What is IR35
IR35 was first propsed in 1999 and was introduced into UK legislation in 2000. The primary aim has been to prevent the avoidance of tax and national insurance by trading through an intermediary (commonly a limited company) rather than being an employee.
Prior to IR35, individuals could form a limited company and invoice their “client”/”employer” and then have their own limited company pay them a minimum salary and take the remainder as dividends. This avoided national insurance and tax through PAYE on the dividend element.
Who is Affected by IR35
Although, traditionally IR35 affected IT contractors and engineers, the legislation is not actually limited to a particular trade, occupation or business sector.
If you personally perform services for your customer, through an intermediary, but you could be deemed an employee of your customer if it were not for the existence of the intermediary, you could fall within IR35.
Are you Inside or Outside IR35
HMRC publishes an introduction and a list of guiding questions to help you to decide whether you fall inside or outside IR35.
You will need to examine whether IR35 applies on a “contract by contract” basis. It is possible to have some contracts within IR35 and some outside IR35
The circumstances of your “intermediary” is also a factor. For example, if the intermediary is a limited company – who owns the shares and in what proportion?
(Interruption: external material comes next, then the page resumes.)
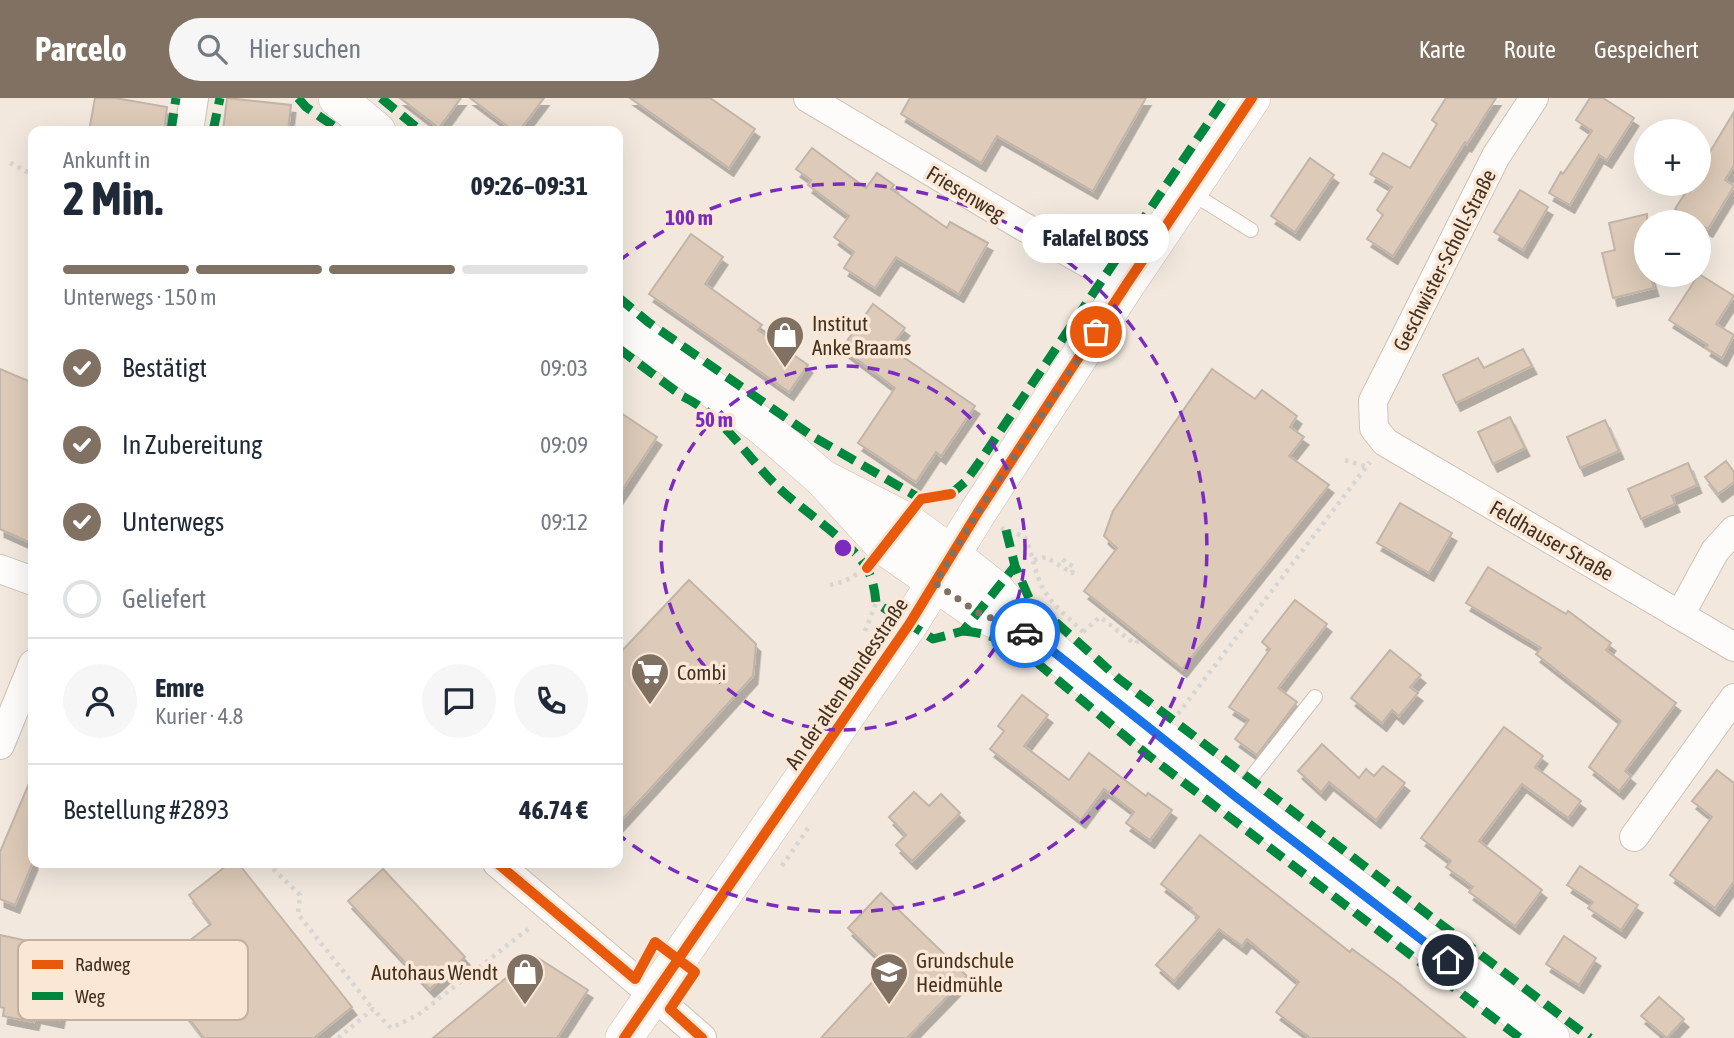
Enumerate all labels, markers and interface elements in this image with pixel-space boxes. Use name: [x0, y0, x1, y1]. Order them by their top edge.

The wording of your contract and your working practises are also factors. Although, it is worth knowing that there is no such thing as an “IR35-proof” contract. In the event of an enquiry, HMRC would examine the reality of your situation, not just your written contract.
If you are a “borderline” case, it may be worthwhile consulting an employment law specialist to examine your contract, working practises
(“Inside IR35″ – IR35 legislation applies to your circumstances
“Outside IR35″ – IR35 legislation does not apply to your circumstances)
the Consequences of Being Inside IR35
The financial consequences of being inside IR35 are mainly (there are other consequences) you lose the tax-avoidance facility of dividends.
Essentially, if you are within IR35, you must calculate a “deemed payment” and pay NICs and PAYE (tax) on that deemed payment.
The tax-deductible amounts that you can claim in travel and expenses will also be affected.